Please transcribe all of the records precisely.

Records for this exercise —
^^^^

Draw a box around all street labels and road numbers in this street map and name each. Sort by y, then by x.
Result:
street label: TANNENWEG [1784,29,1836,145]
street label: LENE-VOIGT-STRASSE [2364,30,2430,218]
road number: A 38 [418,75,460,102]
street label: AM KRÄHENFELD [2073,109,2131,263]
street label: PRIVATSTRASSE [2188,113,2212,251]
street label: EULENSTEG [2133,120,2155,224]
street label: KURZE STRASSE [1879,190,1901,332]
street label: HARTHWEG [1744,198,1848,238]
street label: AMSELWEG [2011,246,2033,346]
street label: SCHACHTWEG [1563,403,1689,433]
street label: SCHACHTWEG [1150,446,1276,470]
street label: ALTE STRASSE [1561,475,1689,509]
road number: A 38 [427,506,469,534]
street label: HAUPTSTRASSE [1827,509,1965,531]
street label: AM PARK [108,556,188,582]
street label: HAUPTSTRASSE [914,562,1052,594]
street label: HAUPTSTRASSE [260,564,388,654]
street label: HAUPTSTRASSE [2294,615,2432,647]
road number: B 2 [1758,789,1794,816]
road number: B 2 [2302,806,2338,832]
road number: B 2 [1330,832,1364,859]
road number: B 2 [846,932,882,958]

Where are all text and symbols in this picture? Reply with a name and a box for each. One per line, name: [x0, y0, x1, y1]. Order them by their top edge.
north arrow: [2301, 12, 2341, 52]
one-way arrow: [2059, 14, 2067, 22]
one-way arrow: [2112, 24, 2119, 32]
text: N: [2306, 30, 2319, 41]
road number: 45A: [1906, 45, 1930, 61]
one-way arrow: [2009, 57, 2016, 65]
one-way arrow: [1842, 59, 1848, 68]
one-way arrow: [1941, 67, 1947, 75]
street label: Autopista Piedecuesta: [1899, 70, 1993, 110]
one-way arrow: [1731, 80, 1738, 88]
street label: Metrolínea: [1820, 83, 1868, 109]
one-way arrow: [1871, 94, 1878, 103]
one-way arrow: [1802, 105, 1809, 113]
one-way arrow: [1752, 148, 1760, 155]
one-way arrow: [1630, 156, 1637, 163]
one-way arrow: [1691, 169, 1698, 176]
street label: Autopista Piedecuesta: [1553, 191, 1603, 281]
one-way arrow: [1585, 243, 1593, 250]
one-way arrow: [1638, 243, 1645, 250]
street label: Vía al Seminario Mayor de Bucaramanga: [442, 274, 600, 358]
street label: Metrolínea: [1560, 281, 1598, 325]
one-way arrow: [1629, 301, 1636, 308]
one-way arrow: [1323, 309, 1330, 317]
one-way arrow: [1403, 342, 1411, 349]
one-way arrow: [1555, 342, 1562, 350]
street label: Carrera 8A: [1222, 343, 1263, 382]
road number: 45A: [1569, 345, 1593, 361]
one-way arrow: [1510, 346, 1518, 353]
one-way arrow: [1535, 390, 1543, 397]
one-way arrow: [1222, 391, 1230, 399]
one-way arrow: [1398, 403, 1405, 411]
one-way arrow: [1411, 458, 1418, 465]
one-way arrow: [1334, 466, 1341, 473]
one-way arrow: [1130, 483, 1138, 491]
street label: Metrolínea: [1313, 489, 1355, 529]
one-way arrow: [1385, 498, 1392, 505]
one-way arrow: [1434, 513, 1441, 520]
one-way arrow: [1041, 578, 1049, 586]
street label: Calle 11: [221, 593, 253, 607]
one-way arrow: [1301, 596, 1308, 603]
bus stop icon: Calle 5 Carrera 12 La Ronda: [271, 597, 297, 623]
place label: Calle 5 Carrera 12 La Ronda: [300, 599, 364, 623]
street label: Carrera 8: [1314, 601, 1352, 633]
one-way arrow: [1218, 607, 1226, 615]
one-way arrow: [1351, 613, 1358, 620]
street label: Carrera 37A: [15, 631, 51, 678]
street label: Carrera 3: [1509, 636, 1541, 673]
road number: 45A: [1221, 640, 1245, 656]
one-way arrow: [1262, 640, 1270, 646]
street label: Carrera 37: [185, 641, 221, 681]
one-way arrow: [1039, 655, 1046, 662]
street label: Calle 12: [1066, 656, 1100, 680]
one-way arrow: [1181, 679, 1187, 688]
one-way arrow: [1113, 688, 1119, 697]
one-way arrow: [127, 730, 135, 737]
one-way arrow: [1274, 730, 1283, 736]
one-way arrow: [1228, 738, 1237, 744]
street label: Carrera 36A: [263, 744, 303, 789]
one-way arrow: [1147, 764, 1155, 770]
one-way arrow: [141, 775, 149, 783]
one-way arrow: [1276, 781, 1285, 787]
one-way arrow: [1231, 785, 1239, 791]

^^^^

Output of the exercise —
Draw a box around all street labels and road numbers in this street map and name each. Sort by y, then by x.
Result:
street label: TANNENWEG [1784,29,1836,145]
street label: LENE-VOIGT-STRASSE [2364,30,2430,218]
road number: A 38 [418,75,460,102]
street label: AM KRÄHENFELD [2073,109,2131,263]
street label: PRIVATSTRASSE [2188,113,2212,251]
street label: EULENSTEG [2133,120,2155,224]
street label: KURZE STRASSE [1879,190,1901,332]
street label: HARTHWEG [1744,198,1848,238]
street label: AMSELWEG [2011,246,2033,346]
street label: SCHACHTWEG [1563,403,1689,433]
street label: SCHACHTWEG [1150,446,1276,470]
street label: ALTE STRASSE [1561,475,1689,509]
road number: A 38 [427,506,469,534]
street label: HAUPTSTRASSE [1827,509,1965,531]
street label: AM PARK [108,556,188,582]
street label: HAUPTSTRASSE [914,562,1052,594]
street label: HAUPTSTRASSE [260,564,388,654]
street label: HAUPTSTRASSE [2294,615,2432,647]
road number: B 2 [1758,789,1794,816]
road number: B 2 [2302,806,2338,832]
road number: B 2 [1330,832,1364,859]
road number: B 2 [846,932,882,958]

Where are all text and symbols in this picture? Reply with a name and a box for each. One per line, name: [x0, y0, x1, y1]. Order them by their top edge.
north arrow: [2301, 12, 2341, 52]
one-way arrow: [2059, 14, 2067, 22]
one-way arrow: [2112, 24, 2119, 32]
text: N: [2306, 30, 2319, 41]
road number: 45A: [1906, 45, 1930, 61]
one-way arrow: [2009, 57, 2016, 65]
one-way arrow: [1842, 59, 1848, 68]
one-way arrow: [1941, 67, 1947, 75]
street label: Autopista Piedecuesta: [1899, 70, 1993, 110]
one-way arrow: [1731, 80, 1738, 88]
street label: Metrolínea: [1820, 83, 1868, 109]
one-way arrow: [1871, 94, 1878, 103]
one-way arrow: [1802, 105, 1809, 113]
one-way arrow: [1752, 148, 1760, 155]
one-way arrow: [1630, 156, 1637, 163]
one-way arrow: [1691, 169, 1698, 176]
street label: Autopista Piedecuesta: [1553, 191, 1603, 281]
one-way arrow: [1585, 243, 1593, 250]
one-way arrow: [1638, 243, 1645, 250]
street label: Vía al Seminario Mayor de Bucaramanga: [442, 274, 600, 358]
street label: Metrolínea: [1560, 281, 1598, 325]
one-way arrow: [1629, 301, 1636, 308]
one-way arrow: [1323, 309, 1330, 317]
one-way arrow: [1403, 342, 1411, 349]
one-way arrow: [1555, 342, 1562, 350]
street label: Carrera 8A: [1222, 343, 1263, 382]
road number: 45A: [1569, 345, 1593, 361]
one-way arrow: [1510, 346, 1518, 353]
one-way arrow: [1535, 390, 1543, 397]
one-way arrow: [1222, 391, 1230, 399]
one-way arrow: [1398, 403, 1405, 411]
one-way arrow: [1411, 458, 1418, 465]
one-way arrow: [1334, 466, 1341, 473]
one-way arrow: [1130, 483, 1138, 491]
street label: Metrolínea: [1313, 489, 1355, 529]
one-way arrow: [1385, 498, 1392, 505]
one-way arrow: [1434, 513, 1441, 520]
one-way arrow: [1041, 578, 1049, 586]
street label: Calle 11: [221, 593, 253, 607]
one-way arrow: [1301, 596, 1308, 603]
bus stop icon: Calle 5 Carrera 12 La Ronda: [271, 597, 297, 623]
place label: Calle 5 Carrera 12 La Ronda: [300, 599, 364, 623]
street label: Carrera 8: [1314, 601, 1352, 633]
one-way arrow: [1218, 607, 1226, 615]
one-way arrow: [1351, 613, 1358, 620]
street label: Carrera 37A: [15, 631, 51, 678]
street label: Carrera 3: [1509, 636, 1541, 673]
road number: 45A: [1221, 640, 1245, 656]
one-way arrow: [1262, 640, 1270, 646]
street label: Carrera 37: [185, 641, 221, 681]
one-way arrow: [1039, 655, 1046, 662]
street label: Calle 12: [1066, 656, 1100, 680]
one-way arrow: [1181, 679, 1187, 688]
one-way arrow: [1113, 688, 1119, 697]
one-way arrow: [127, 730, 135, 737]
one-way arrow: [1274, 730, 1283, 736]
one-way arrow: [1228, 738, 1237, 744]
street label: Carrera 36A: [263, 744, 303, 789]
one-way arrow: [1147, 764, 1155, 770]
one-way arrow: [141, 775, 149, 783]
one-way arrow: [1276, 781, 1285, 787]
one-way arrow: [1231, 785, 1239, 791]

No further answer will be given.